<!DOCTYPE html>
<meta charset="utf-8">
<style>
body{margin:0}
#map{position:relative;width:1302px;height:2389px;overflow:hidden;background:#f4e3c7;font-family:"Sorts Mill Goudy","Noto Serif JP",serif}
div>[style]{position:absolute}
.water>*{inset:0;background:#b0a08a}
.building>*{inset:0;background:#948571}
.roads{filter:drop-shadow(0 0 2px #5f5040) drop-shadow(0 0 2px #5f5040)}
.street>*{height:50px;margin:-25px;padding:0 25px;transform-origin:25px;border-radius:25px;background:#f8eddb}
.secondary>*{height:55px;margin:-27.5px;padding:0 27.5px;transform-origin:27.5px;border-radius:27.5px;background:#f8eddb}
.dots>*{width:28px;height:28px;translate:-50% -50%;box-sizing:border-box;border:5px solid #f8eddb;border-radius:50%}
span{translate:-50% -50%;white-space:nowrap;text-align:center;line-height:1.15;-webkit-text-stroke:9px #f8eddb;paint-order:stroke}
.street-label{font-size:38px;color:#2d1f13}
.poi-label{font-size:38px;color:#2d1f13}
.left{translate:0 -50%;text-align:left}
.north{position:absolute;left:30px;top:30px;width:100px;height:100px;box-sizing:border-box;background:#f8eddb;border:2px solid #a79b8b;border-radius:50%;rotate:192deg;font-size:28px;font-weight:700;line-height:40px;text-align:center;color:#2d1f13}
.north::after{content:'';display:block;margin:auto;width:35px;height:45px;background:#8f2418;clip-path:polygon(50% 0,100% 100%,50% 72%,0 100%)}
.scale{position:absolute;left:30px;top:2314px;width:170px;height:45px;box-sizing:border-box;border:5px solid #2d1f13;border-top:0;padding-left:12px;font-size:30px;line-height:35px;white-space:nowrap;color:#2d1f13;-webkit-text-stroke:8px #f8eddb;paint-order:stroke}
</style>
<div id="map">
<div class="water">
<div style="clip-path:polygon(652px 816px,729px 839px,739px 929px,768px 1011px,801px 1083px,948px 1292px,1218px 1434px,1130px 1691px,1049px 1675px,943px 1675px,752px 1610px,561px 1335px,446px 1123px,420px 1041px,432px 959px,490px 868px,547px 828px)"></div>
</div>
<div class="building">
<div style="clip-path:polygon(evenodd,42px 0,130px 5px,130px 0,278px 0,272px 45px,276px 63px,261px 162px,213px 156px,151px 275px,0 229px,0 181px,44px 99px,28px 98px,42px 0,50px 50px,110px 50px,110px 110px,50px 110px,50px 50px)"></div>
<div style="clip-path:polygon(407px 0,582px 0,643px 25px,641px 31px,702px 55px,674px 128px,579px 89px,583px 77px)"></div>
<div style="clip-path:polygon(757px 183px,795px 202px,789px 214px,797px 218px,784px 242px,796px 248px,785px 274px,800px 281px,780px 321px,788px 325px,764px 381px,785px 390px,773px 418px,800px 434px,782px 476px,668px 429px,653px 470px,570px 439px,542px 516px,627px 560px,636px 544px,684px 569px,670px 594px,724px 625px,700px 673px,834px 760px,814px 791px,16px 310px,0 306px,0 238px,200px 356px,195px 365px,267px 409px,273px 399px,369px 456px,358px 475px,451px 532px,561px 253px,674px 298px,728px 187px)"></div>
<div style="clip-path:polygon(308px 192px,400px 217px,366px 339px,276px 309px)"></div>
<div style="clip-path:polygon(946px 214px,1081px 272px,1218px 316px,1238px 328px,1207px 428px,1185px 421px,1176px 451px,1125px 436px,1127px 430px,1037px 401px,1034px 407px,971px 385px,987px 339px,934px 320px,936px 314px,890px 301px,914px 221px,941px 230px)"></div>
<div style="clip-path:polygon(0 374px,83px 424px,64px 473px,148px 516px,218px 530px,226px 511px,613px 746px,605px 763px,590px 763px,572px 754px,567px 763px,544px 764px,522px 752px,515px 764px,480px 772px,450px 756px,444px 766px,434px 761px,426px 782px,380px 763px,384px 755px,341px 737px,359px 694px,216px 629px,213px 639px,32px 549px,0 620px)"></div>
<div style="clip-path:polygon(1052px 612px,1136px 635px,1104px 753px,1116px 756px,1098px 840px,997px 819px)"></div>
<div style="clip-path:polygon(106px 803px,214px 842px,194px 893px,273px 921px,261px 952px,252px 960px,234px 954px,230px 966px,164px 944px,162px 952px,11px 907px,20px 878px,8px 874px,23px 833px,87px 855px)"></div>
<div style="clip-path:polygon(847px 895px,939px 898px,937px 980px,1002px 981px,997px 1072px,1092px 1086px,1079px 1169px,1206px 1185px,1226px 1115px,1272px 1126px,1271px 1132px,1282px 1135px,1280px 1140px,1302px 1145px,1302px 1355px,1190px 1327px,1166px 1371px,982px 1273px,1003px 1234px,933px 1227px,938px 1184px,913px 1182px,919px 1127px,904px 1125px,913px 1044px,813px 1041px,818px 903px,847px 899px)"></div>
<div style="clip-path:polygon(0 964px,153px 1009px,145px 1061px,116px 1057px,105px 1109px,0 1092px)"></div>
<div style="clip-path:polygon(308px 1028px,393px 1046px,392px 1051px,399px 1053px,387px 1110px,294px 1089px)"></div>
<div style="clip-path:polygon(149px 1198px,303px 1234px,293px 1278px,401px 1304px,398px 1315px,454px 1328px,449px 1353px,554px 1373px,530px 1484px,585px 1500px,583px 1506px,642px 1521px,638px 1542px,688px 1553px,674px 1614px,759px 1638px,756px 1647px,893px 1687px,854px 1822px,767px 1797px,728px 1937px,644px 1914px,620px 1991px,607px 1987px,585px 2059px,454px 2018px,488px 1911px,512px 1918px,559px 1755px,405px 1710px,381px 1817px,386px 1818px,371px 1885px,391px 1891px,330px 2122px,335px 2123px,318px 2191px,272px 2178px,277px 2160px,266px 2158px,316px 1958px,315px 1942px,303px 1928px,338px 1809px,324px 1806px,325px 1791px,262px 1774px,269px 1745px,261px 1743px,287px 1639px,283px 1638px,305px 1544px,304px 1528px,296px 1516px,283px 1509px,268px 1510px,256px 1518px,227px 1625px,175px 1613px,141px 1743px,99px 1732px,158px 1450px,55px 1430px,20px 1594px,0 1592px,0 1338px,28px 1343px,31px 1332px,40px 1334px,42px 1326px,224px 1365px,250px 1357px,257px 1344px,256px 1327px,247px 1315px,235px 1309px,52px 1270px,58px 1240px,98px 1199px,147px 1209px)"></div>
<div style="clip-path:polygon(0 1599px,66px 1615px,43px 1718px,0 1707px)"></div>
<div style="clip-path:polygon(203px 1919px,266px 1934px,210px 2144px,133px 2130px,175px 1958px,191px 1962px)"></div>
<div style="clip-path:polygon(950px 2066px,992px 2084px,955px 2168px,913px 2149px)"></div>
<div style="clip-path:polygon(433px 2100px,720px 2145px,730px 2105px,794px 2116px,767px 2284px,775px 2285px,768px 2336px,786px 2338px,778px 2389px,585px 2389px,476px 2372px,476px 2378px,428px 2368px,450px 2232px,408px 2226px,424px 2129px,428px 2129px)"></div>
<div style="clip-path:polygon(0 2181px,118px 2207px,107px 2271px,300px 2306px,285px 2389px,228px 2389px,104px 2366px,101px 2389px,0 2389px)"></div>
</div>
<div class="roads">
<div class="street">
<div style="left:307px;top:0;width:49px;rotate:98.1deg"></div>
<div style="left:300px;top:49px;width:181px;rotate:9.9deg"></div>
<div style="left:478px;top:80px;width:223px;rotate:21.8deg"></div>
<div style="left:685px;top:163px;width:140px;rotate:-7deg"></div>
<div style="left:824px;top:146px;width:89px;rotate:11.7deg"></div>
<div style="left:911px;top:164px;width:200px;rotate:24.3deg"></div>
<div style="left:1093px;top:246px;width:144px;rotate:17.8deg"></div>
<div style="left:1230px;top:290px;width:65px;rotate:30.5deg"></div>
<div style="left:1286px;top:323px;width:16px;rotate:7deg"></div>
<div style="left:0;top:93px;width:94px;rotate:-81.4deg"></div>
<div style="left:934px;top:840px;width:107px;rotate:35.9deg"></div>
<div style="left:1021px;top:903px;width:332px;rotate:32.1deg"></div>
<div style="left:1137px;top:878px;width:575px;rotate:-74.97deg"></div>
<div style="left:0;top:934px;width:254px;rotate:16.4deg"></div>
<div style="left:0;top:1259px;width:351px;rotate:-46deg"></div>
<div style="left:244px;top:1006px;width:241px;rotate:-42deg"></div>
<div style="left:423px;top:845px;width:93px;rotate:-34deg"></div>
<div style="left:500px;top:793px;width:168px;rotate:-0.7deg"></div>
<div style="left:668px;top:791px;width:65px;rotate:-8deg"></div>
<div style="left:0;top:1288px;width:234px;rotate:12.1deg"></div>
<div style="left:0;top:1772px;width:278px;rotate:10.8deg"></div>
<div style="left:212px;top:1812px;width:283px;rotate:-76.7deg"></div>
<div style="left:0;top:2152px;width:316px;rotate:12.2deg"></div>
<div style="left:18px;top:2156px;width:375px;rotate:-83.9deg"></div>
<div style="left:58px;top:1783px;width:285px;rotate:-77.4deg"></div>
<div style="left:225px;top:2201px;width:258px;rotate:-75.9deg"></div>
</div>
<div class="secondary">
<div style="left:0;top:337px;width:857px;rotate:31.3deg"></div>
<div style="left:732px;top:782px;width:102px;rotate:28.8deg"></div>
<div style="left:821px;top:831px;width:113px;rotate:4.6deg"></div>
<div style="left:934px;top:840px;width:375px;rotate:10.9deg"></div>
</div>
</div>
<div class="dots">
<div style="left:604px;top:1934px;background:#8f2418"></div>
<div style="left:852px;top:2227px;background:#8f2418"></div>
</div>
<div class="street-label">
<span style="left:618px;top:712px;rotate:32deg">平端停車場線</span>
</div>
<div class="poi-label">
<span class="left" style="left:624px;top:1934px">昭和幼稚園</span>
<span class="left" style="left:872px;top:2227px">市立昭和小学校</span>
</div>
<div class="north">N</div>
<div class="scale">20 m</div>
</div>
- - - - - - -
> _What you will do_
Could you return, word for word, only the lines running from the first line of the material above to the line that contains "2px #5f5040) drop-shadow(0", inclusive?

> _Output of the exercise_
<!DOCTYPE html>
<meta charset="utf-8">
<style>
body{margin:0}
#map{position:relative;width:1302px;height:2389px;overflow:hidden;background:#f4e3c7;font-family:"Sorts Mill Goudy","Noto Serif JP",serif}
div>[style]{position:absolute}
.water>*{inset:0;background:#b0a08a}
.building>*{inset:0;background:#948571}
.roads{filter:drop-shadow(0 0 2px #5f5040) drop-shadow(0 0 2px #5f5040)}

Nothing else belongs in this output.